From: Mike Kravetz <mike.kravetz@oracle.com>
To: Tarun Sahu <tsahu@linux.ibm.com>
Cc: linux-mm@kvack.org, akpm@linux-foundation.org,
muchun.song@linux.dev, aneesh.kumar@linux.ibm.com,
willy@infradead.org, sidhartha.kumar@oracle.com,
gerald.schaefer@linux.ibm.com, linux-kernel@vger.kernel.org,
jaypatel@linux.ibm.com
Subject: Re: [PATCH v2] mm/folio: Avoid special handling for order value 0 in folio_set_order
Date: Thu, 8 Jun 2023 16:52:34 -0700 [thread overview]
Message-ID: <20230608235234.GC88798@monkey> (raw)
In-Reply-To: <873532jmot.fsf@linux.ibm.com>
On 06/08/23 15:33, Tarun Sahu wrote:
> Hi Mike,
>
> Please find my comments inline.
>
> Mike Kravetz <mike.kravetz@oracle.com> writes:
>
> > On 06/06/23 10:32, Tarun Sahu wrote:
> >>
> >> Hi Mike,
> >>
> >> Thanks for your inputs.
> >> I wanted to know if you find it okay, Can I send it again adding your Reviewed-by?
> >
> > Hi Tarun,
> >
> > Just a few more comments/questions.
> >
> > On 05/15/23 22:38, Tarun Sahu wrote:
> >> folio_set_order(folio, 0) is used in kernel at two places
> >> __destroy_compound_gigantic_folio and __prep_compound_gigantic_folio.

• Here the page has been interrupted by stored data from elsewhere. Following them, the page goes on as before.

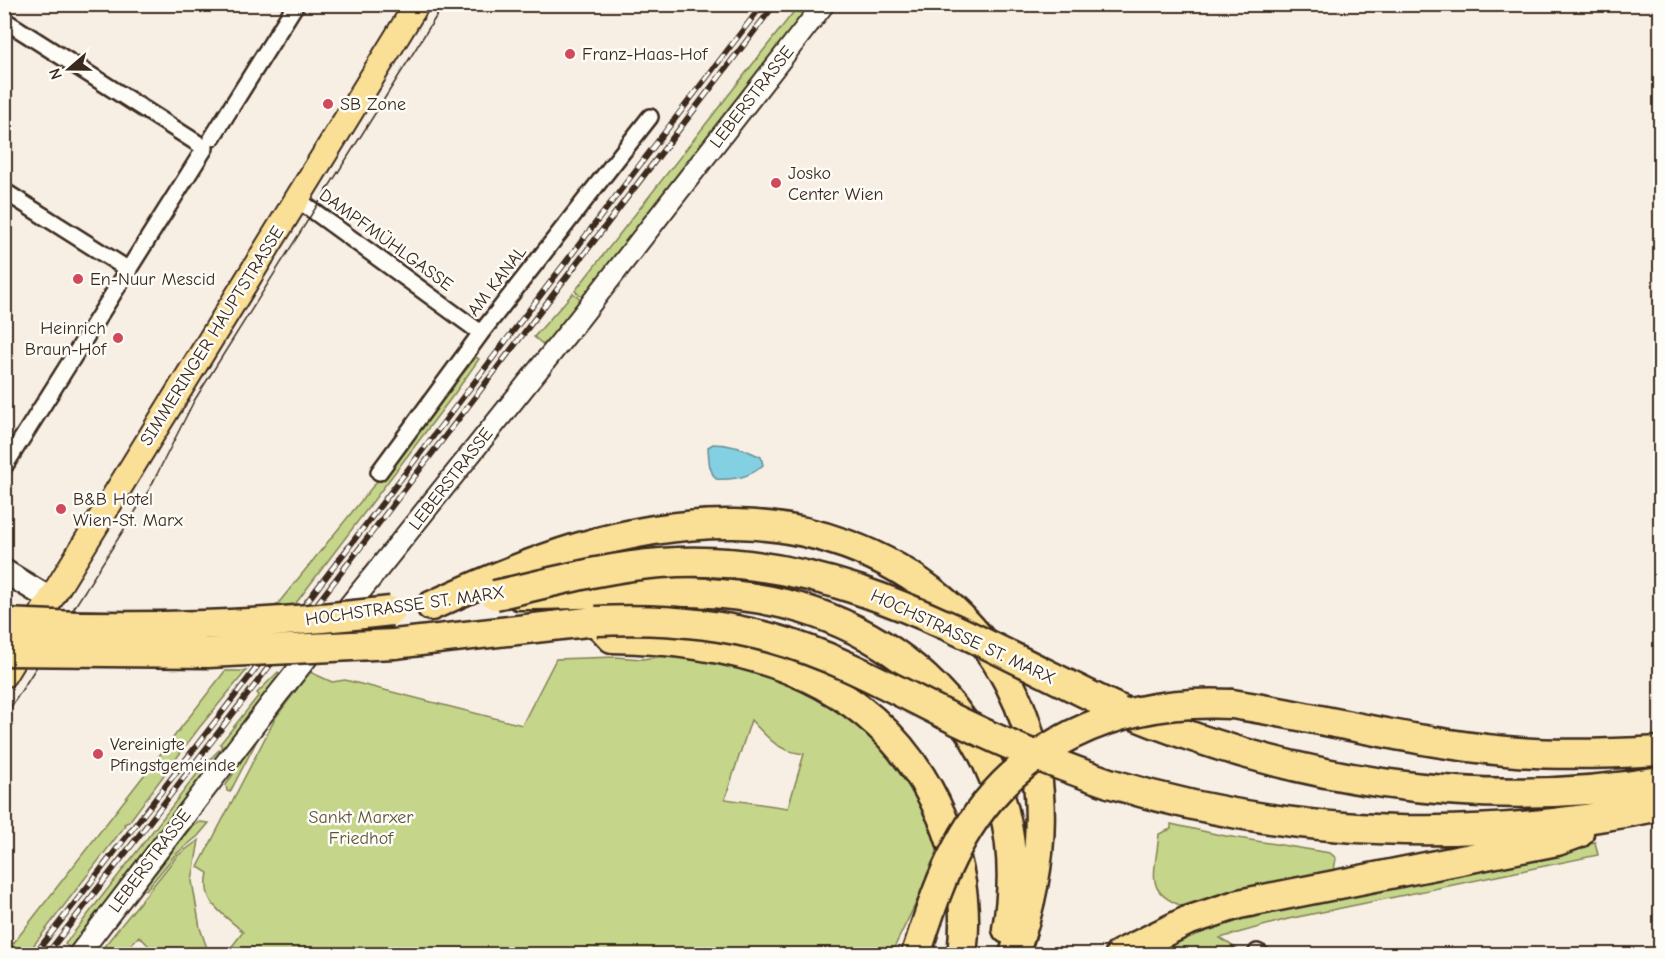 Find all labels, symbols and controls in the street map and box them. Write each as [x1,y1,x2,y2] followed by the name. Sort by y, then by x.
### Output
[39,39,99,99] north arrow
[706,42,798,152] street label: LEBERSTRASSE
[582,44,708,65] place label: Franz-Haas-Hof
[563,47,577,61] marker: Franz-Haas-Hof
[46,66,66,82] text: N
[340,94,406,115] place label: SB Zone
[321,97,335,111] marker: SB Zone
[788,163,884,205] place label: Josko Center Wien
[769,176,783,190] marker: Josko Center Wien
[315,184,457,296] street label: DAMPFMÜHLGASSE
[136,222,288,450] street label: SIMMERINGER HAUPTSTRASSE
[463,242,531,320] street label: AM KANAL
[90,269,215,290] place label: En-Nuur Mescid
[71,272,85,286] marker: En-Nuur Mescid
[25,318,107,360] place label: Heinrich Braun-Hof
[111,331,125,345] marker: Heinrich Braun-Hof
[405,424,497,534] street label: LEBERSTRASSE
[73,489,183,531] place label: B&B Hotel Wien-St. Marx
[54,502,68,516] marker: B&B Hotel Wien-St. Marx
[304,582,506,630] street label: HOCHSTRASSE ST. MARX
[867,585,1059,689] street label: HOCHSTRASSE ST. MARX
[110,734,236,776] place label: Vereinigte Pfingstgemeinde
[91,747,105,761] marker: Vereinigte Pfingstgemeinde
[104,805,196,917] street label: LEBERSTRASSE
[309,807,414,849] park label: Sankt Marxer Friedhof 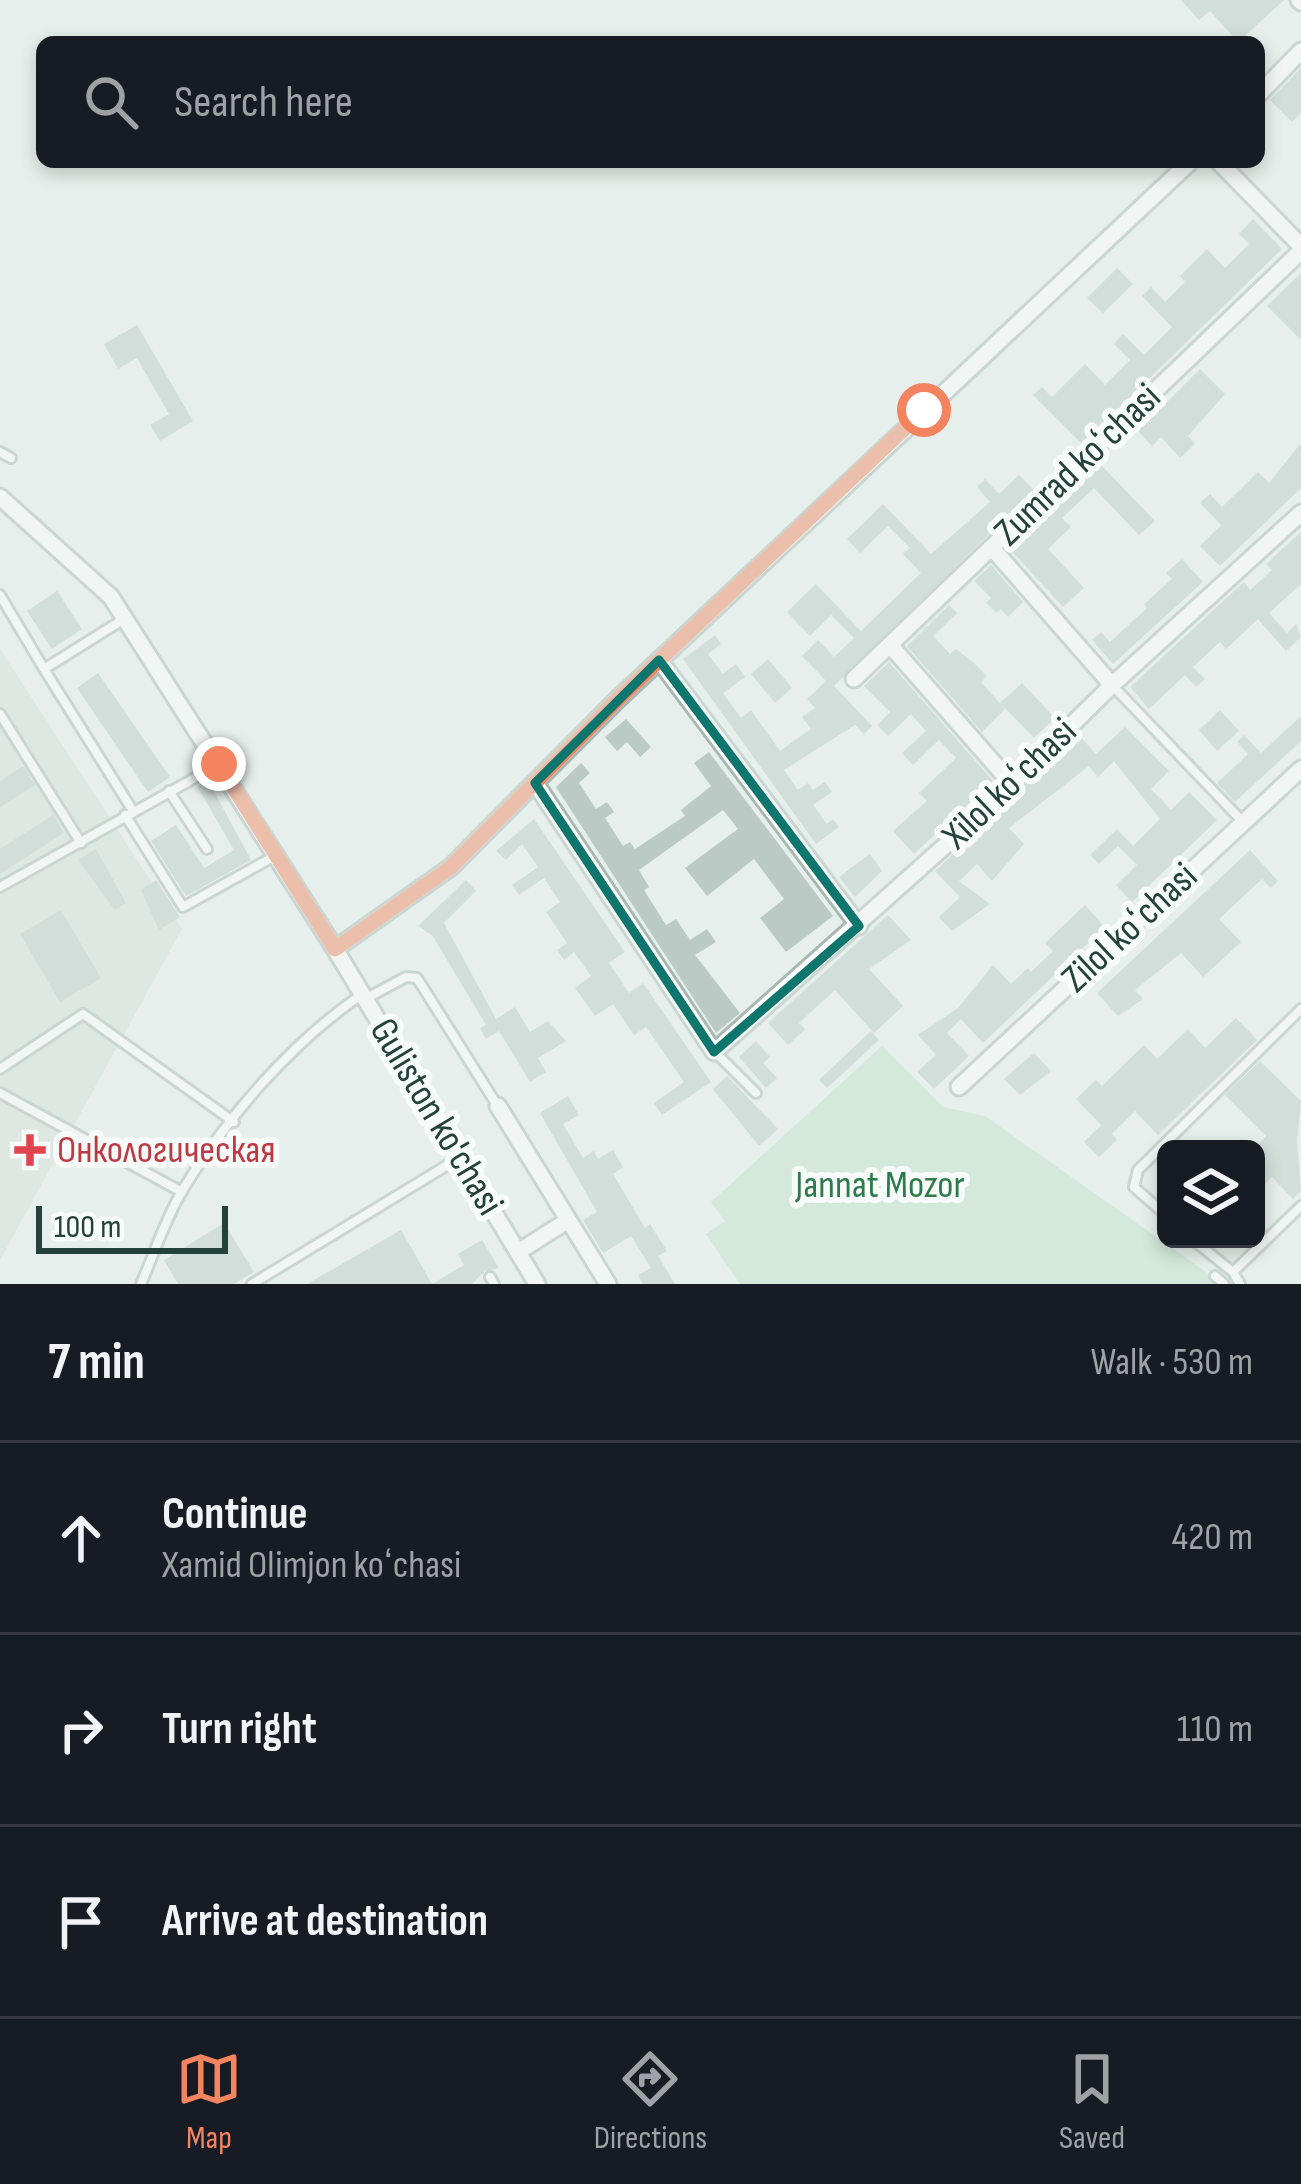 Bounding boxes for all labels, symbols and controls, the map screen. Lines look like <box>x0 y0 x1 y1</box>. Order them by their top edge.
search box <box>36 36 1265 168</box>
icon: search <box>78 69 144 135</box>
text: Search here <box>174 75 353 130</box>
street label: Zumrad koʻchasi <box>985 374 1171 556</box>
route start <box>897 383 951 437</box>
street label: Xilol koʻchasi <box>932 709 1087 860</box>
route end <box>192 737 246 791</box>
street label: Zilol koʻchasi <box>1053 854 1207 1002</box>
street label: Guliston ko'chasi <box>359 1010 513 1224</box>
place label: Онкологическая <box>57 1127 275 1174</box>
marker: Онкологическая <box>14 1134 46 1166</box>
map controls <box>1157 1140 1265 1248</box>
button: layers <box>1157 1140 1265 1248</box>
park label: Jannat Mozor <box>794 1162 965 1209</box>
scale bar <box>36 1200 228 1253</box>
text: 100 m <box>54 1207 121 1247</box>
text: 7 min <box>48 1332 145 1393</box>
text: Walk · 530 m <box>1091 1339 1253 1386</box>
text: Continue <box>162 1487 308 1542</box>
icon: ahead <box>48 1505 114 1571</box>
text: 420 m <box>1172 1514 1253 1561</box>
text: Xamid Olimjon koʻchasi <box>162 1542 461 1589</box>
icon: right <box>48 1697 114 1763</box>
text: Turn right <box>162 1702 317 1757</box>
text: 110 m <box>1177 1706 1253 1753</box>
icon: arrive <box>48 1889 114 1955</box>
text: Arrive at destination <box>162 1894 488 1949</box>
tab: Map <box>176 2046 242 2158</box>
tab: Directions <box>594 2046 707 2158</box>
tab: Saved <box>1059 2046 1125 2158</box>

> >> Currently, It is called to clear out the folio->_folio_nr_pages and
> >> folio->_folio_order.
> >>
> >> For __destroy_compound_gigantic_folio:
> >> In past, folio_set_order(folio, 0) was needed because page->mapping used
> >> to overlap with _folio_nr_pages and _folio_order. So if these fields were
> >> left uncleared during freeing gigantic hugepages, they were causing
> >> "BUG: bad page state" due to non-zero page->mapping. Now, After
> >> Commit a01f43901cfb ("hugetlb: be sure to free demoted CMA pages to
> >> CMA") page->mapping has explicitly been cleared out for tail pages. Also,
> >> _folio_order and _folio_nr_pages no longer overlaps with page->mapping.
> >
> > I believe the same logic/reasoning as above also applies to
> > __prep_compound_gigantic_folio.
> > Why?
> > In __prep_compound_gigantic_folio we only call folio_set_order(folio, 0)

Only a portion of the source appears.